*ACTION ITEM*
Leave the images aside and copy out the whole listing, exact to the word.

*SUPPLIED INFORMATION*
......

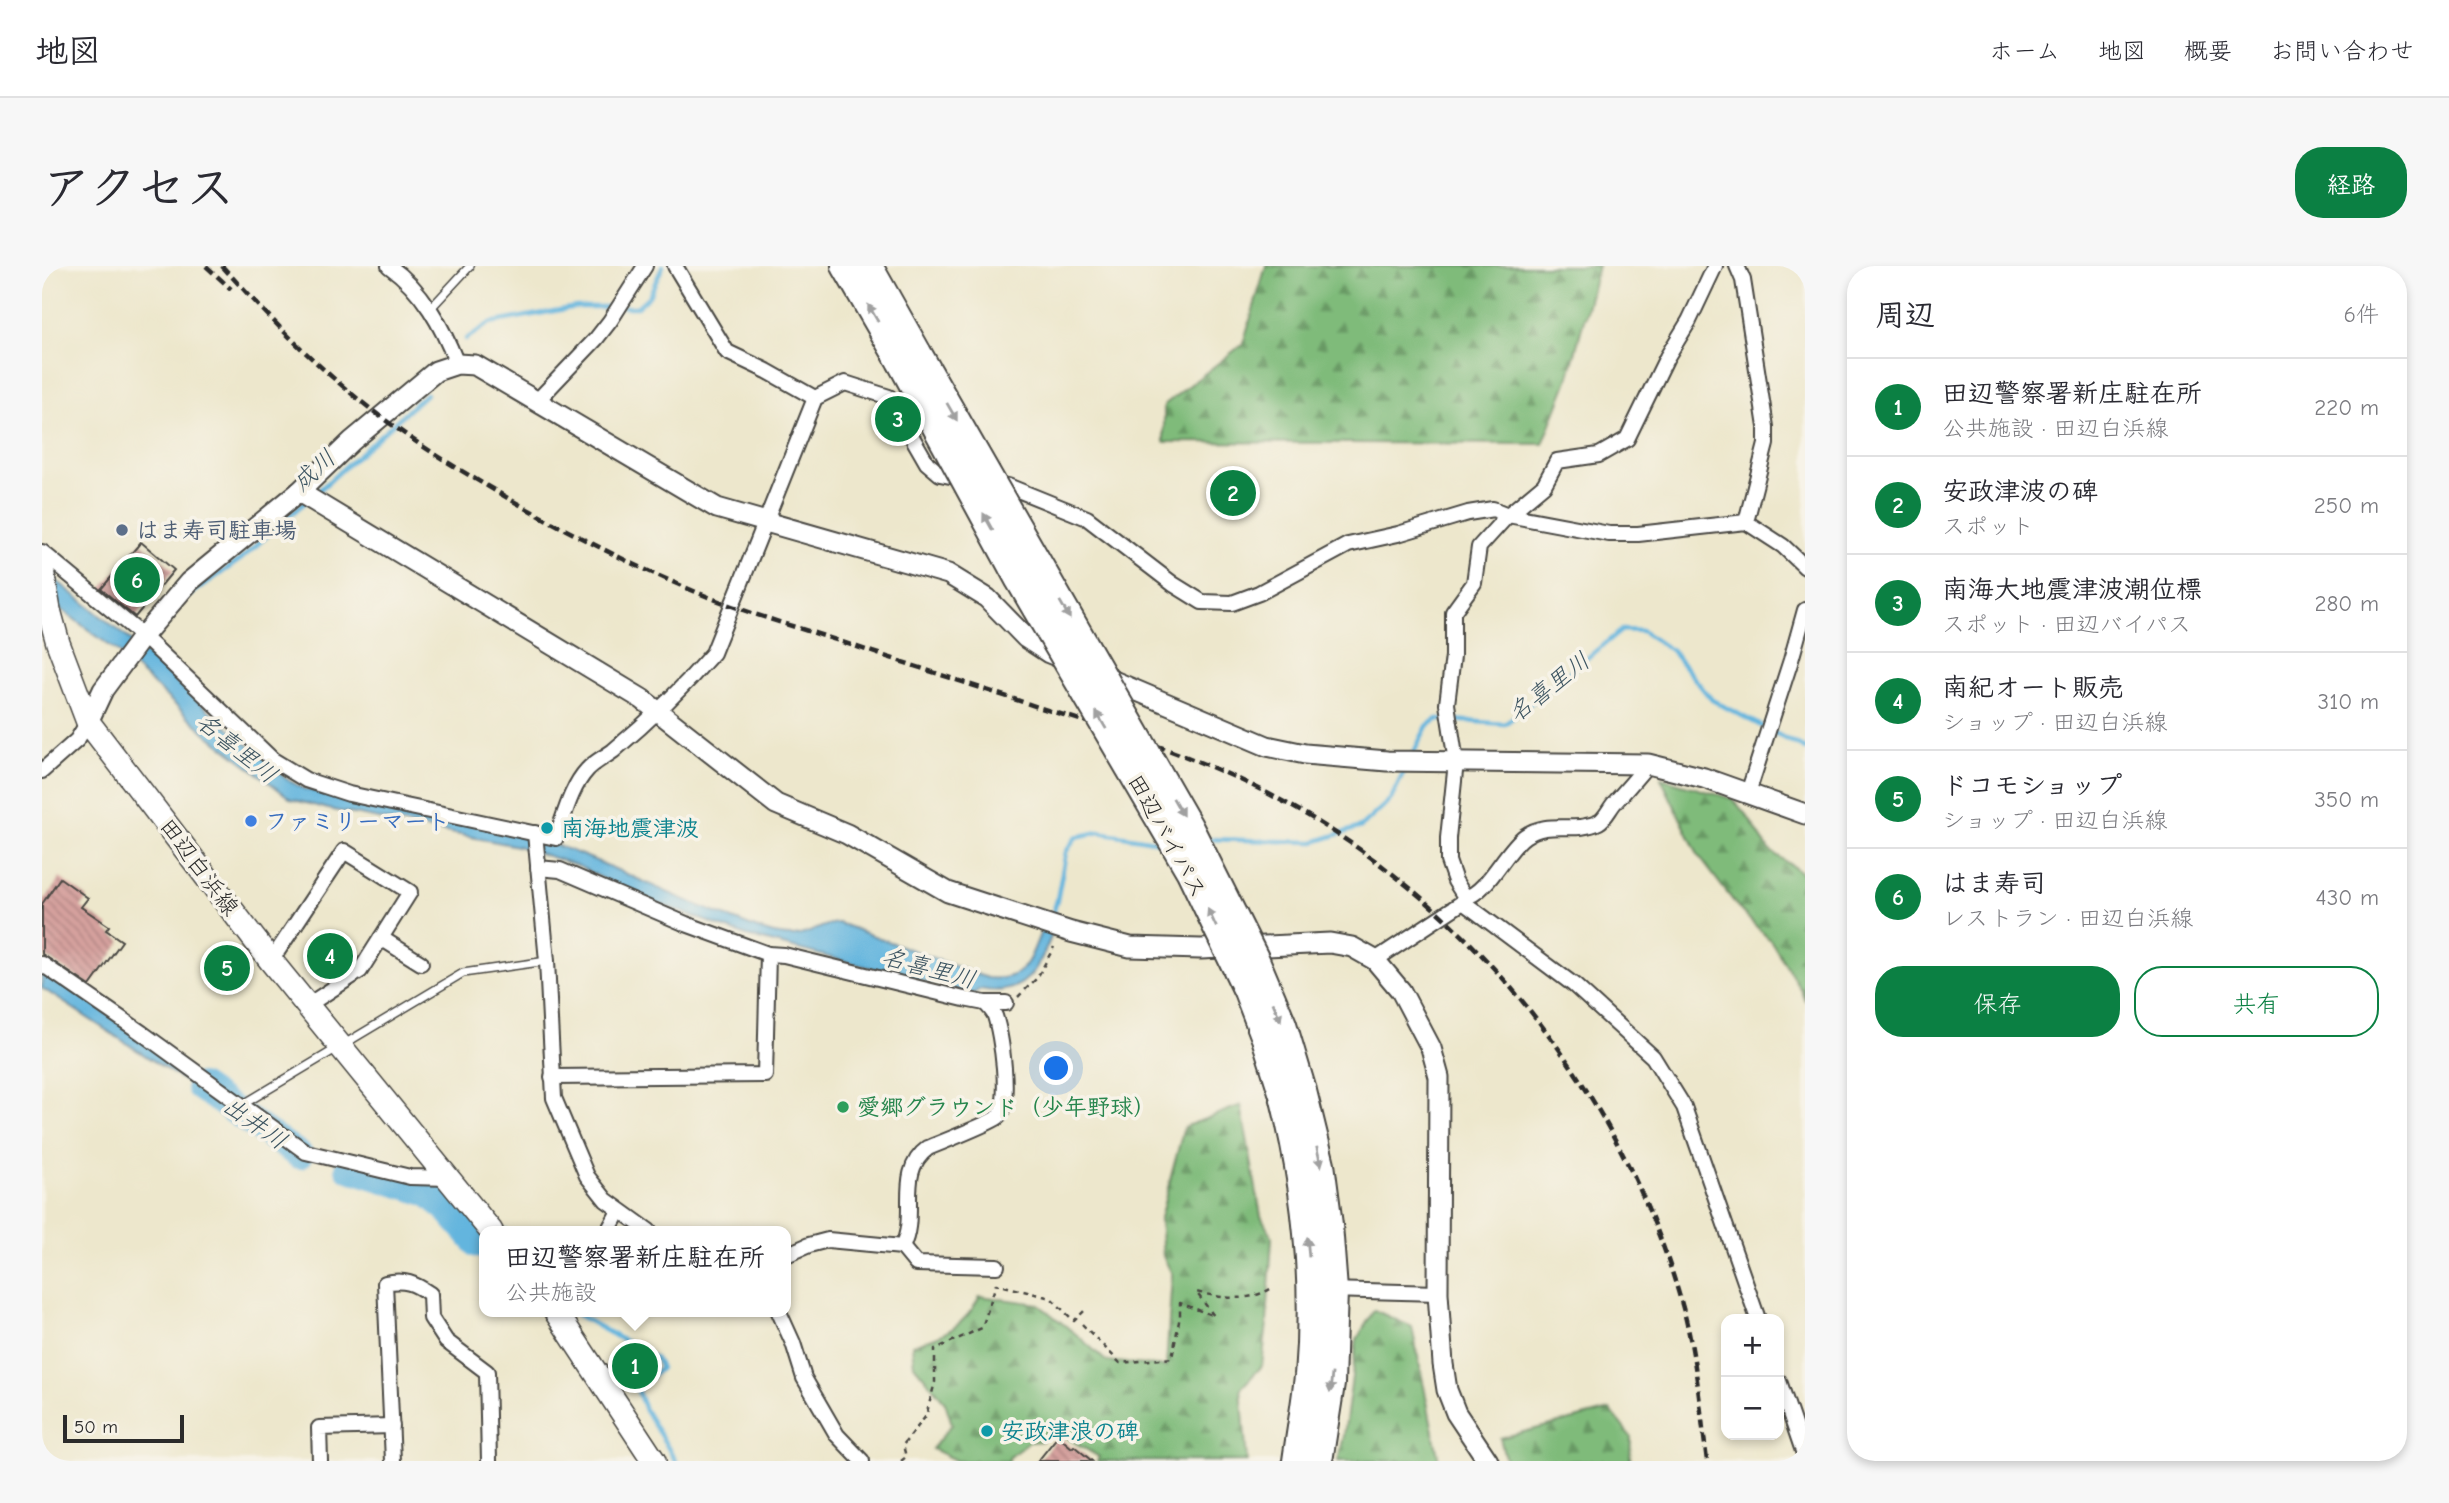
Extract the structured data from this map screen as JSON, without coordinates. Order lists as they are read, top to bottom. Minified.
{"streets":{"highway":["田辺バイパス"],"main road":["田辺白浜線"]},"water":["成川","名喜里川","出井川"],"places":["はま寿司駐車場","ファミリーマート","南海地震津波","愛郷グラウンド（少年野球）","安政津浪の碑"],"scale_bar":"50 m","page":{"header":"地図","nav":["ホーム","地図","概要","お問い合わせ"],"title":"アクセス","buttons":["経路",["保存","共有"]],"heading":["周辺","6件"],"list":[{"mark":"1","name":"田辺警察署新庄駐在所","note":"公共施設 · 田辺白浜線","value":"220 m"},{"mark":"2","name":"安政津波の碑","note":"スポット","value":"250 m"},{"mark":"3","name":"南海大地震津波潮位標","note":"スポット · 田辺バイパス","value":"280 m"},{"mark":"4","name":"南紀オート販売","note":"ショップ · 田辺白浜線","value":"310 m"},{"mark":"5","name":"ドコモショップ","note":"ショップ · 田辺白浜線","value":"350 m"},{"mark":"6","name":"はま寿司","note":"レストラン · 田辺白浜線","value":"430 m"}],"pins":["3","2","6","4","5","1"],"popup":["田辺警察署新庄駐在所","公共施設"],"map_buttons":["+","−"],"scale":"50 m"}}
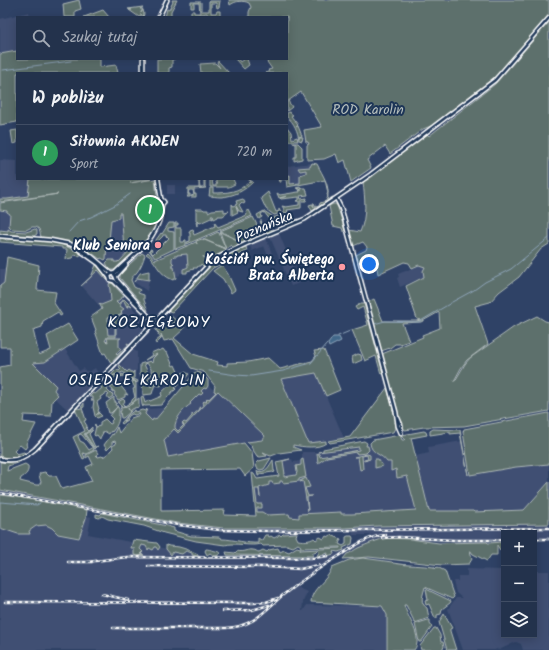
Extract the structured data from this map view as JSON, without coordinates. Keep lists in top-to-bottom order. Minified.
{"streets":{"street":["Poznańska"]},"districts":["KOZIEGŁOWY","OSIEDLE KAROLIN"],"parks":["ROD Karolin"],"places":["Klub Seniora","Kościół pw. Świętego Brata Alberta"],"page":{"search":"Szukaj tutaj","heading":"W pobliżu","list":[{"mark":"1","name":"Siłownia AKWEN","note":"Sport","value":"720 m"}],"pins":"1","map_buttons":["+","−"]}}
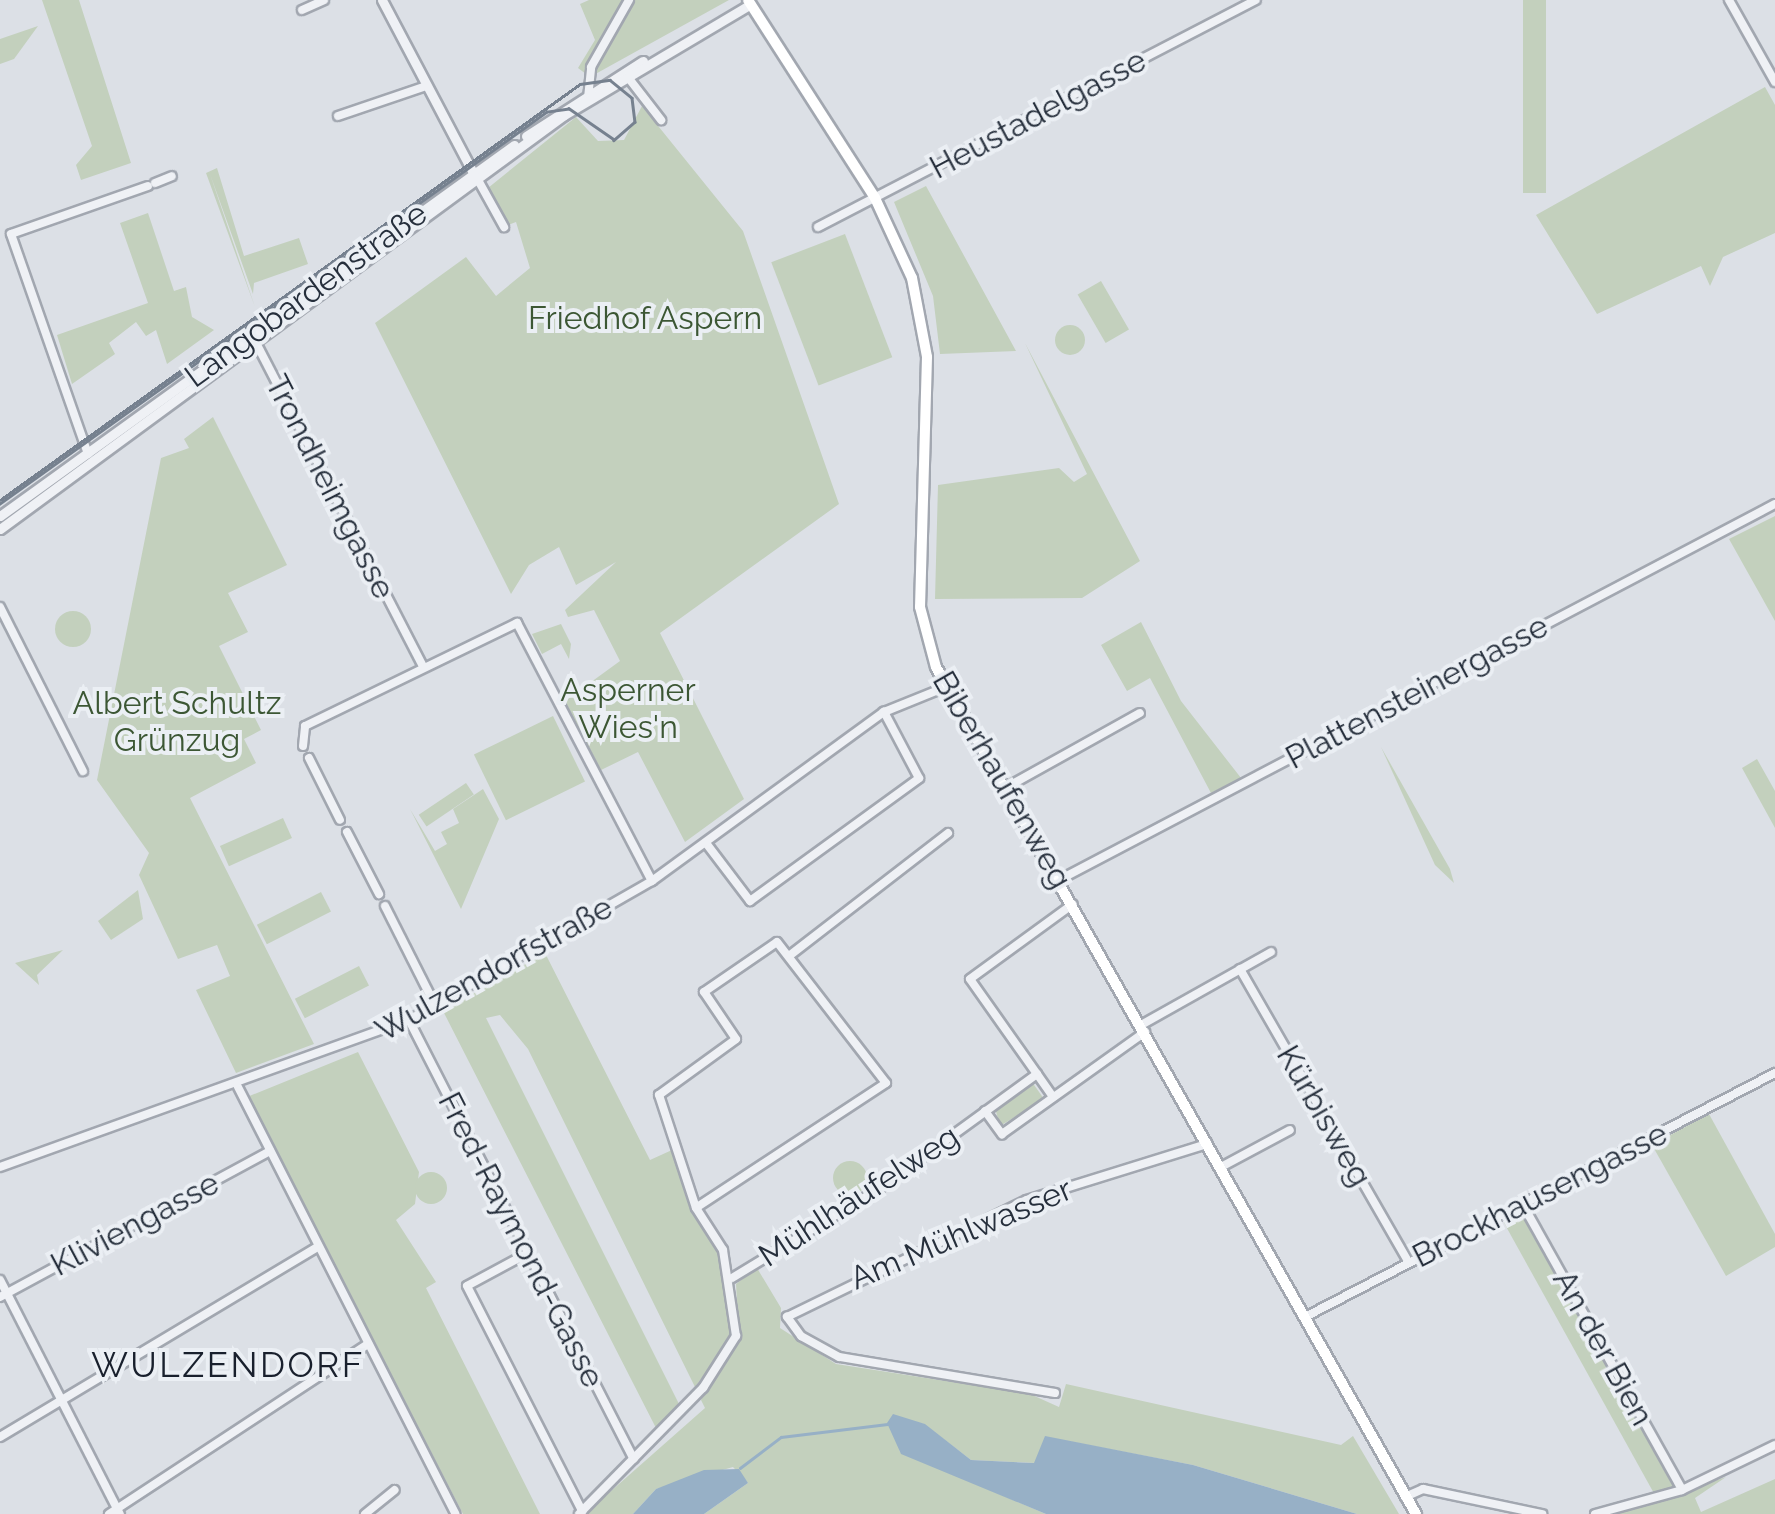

......

*RESPONSE TO THE EXERCISE*
Extract the structured data from this map screen as JSON, without coordinates. Order lists as they are read, top to bottom. Minified.
{"streets":{"highway":["田辺バイパス"],"main road":["田辺白浜線"]},"water":["成川","名喜里川","出井川"],"places":["はま寿司駐車場","ファミリーマート","南海地震津波","愛郷グラウンド（少年野球）","安政津浪の碑"],"scale_bar":"50 m","page":{"header":"地図","nav":["ホーム","地図","概要","お問い合わせ"],"title":"アクセス","buttons":["経路",["保存","共有"]],"heading":["周辺","6件"],"list":[{"mark":"1","name":"田辺警察署新庄駐在所","note":"公共施設 · 田辺白浜線","value":"220 m"},{"mark":"2","name":"安政津波の碑","note":"スポット","value":"250 m"},{"mark":"3","name":"南海大地震津波潮位標","note":"スポット · 田辺バイパス","value":"280 m"},{"mark":"4","name":"南紀オート販売","note":"ショップ · 田辺白浜線","value":"310 m"},{"mark":"5","name":"ドコモショップ","note":"ショップ · 田辺白浜線","value":"350 m"},{"mark":"6","name":"はま寿司","note":"レストラン · 田辺白浜線","value":"430 m"}],"pins":["3","2","6","4","5","1"],"popup":["田辺警察署新庄駐在所","公共施設"],"map_buttons":["+","−"],"scale":"50 m"}}
Extract the structured data from this map view as JSON, without coordinates. Keep lists in top-to-bottom order. Minified.
{"streets":{"street":["Poznańska"]},"districts":["KOZIEGŁOWY","OSIEDLE KAROLIN"],"parks":["ROD Karolin"],"places":["Klub Seniora","Kościół pw. Świętego Brata Alberta"],"page":{"search":"Szukaj tutaj","heading":"W pobliżu","list":[{"mark":"1","name":"Siłownia AKWEN","note":"Sport","value":"720 m"}],"pins":"1","map_buttons":["+","−"]}}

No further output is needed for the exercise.